Se assim se tratava um cônsul brasileiro, imagine quem não dispusesse de um passaporte diplomático... São lembranças que ajudam a conhecer a história recente do Brasil, narradas não com o sentimento da vingança, mas com a tranquila consciência de quem deu o melhor de si ao nos representar no exterior. Consciência que não lhe nega a lúcida compreensão de quem somos, como indivíduos e como sociedade:
“(...) Reparem como nós brasileiros, enquanto povo, temos várias das características típicas de um jovem adolescente: somos quase sempre irrequietos, impulsivos, impacientes, insubordinados, resistentes a qualquer forma de imposição, embora receptivos a um bom processo de persuasão (...) Achamos que o mundo nasceu conosco, que não temos passado, e por isso vivemos avidamente o presente, e o vivemos apenas como uma fase transitória para um futuro que, temos certeza, será necessariamente brilhante, embora pouco ou nada façamos para que isso aconteça... Alternamos com grande facilidade estados de euforia e de depressão, ora estimulados por uma vitória no futebol, ora desanimados por uma piora na situação econômica do país.”

Como Lauro Moreira, são poucos, entre nós, os que unem a grandeza intelectual à competência administrativa, o poder das ideias à obstinação com que as transforma em realidade.

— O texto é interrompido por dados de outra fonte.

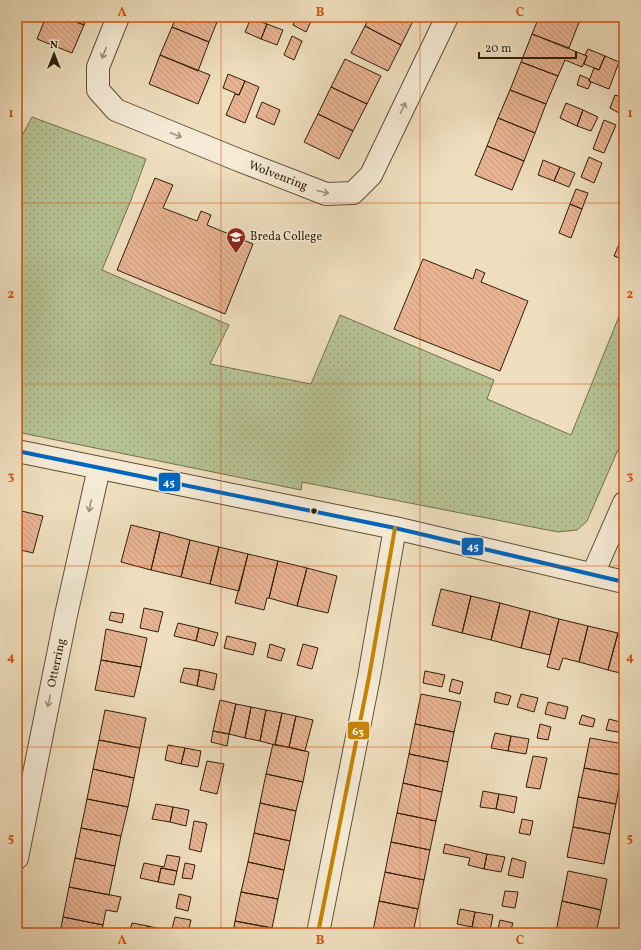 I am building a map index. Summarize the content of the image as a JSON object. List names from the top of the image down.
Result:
{
  "streets": {
    "street": ["Wolvenring", "Otterring"]
  },
  "one_way": ["Otterring"],
  "places": {
    "school or university": ["Breda College"]
  },
  "lines": ["transit line 45", "transit line 63"],
  "scale_bar": "20 m",
  "north": "top",
  "grid": {
    "columns": ["A", "B", "C"],
    "rows": [
      "1",
      "2",
      "3",
      "4",
      "5"
    ]
  }
} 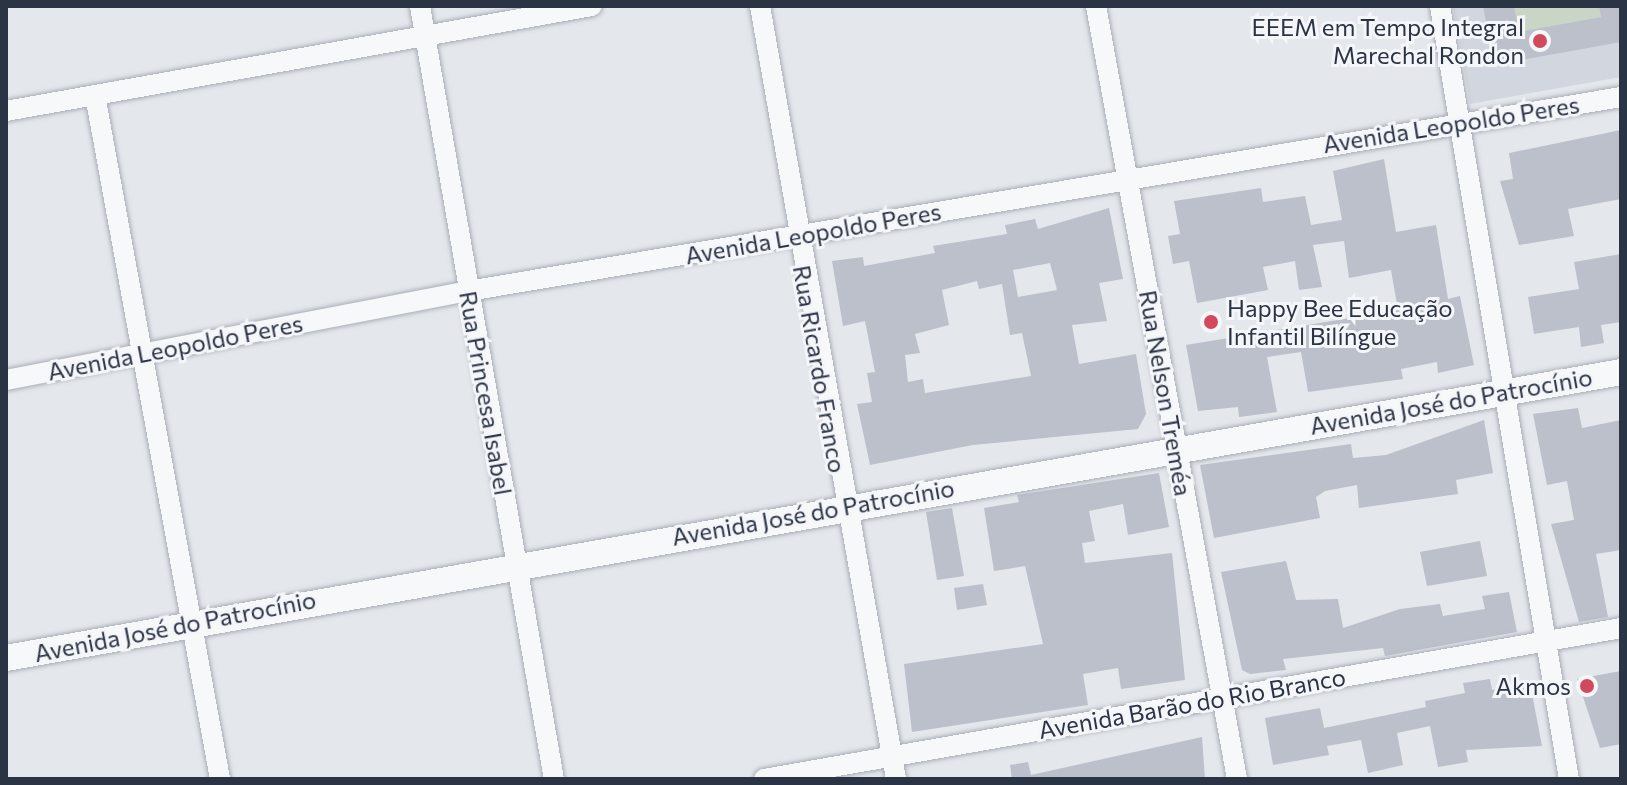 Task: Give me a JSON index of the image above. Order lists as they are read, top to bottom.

Hoje, divide-se o animador cultural entre Ribeirão Preto e Lisboa, onde preside o conselho diretivo do Observatório da Língua Portuguesa. Homem para quem a aposentadoria é o oposto da inatividade, dedica-se, agora, a fazer um papel no filme Volta à Casa Paterna, de Alberto Araújo, e a interpretar Rubem Braga em O voo da Borboleta Amarela, do diretor Jorge Oliveira, que logo estarão nos cinemas. Ao mesmo tempo, escreve, produz, agita, no permanente trabalho de fazer da cultura não um privilégio de poucos, mas um direito de todos. Já sem os deveres funcionais e as injunções políticas da carreira diplomática, segue a ver na literatura, no teatro, no esporte, na música fatores de desenvolvimento humano, de justiça social e de elevação do espírito. É a lição de idealismo, de nobreza e de solidariedade fraterna que Lauro Moreira nos dá em seu machadiano Quincasblog, bom a partir do nome...

Por Edmilson Caminha - membro da Academia de Letras do Brasil e da Associação Nacional de Escritores.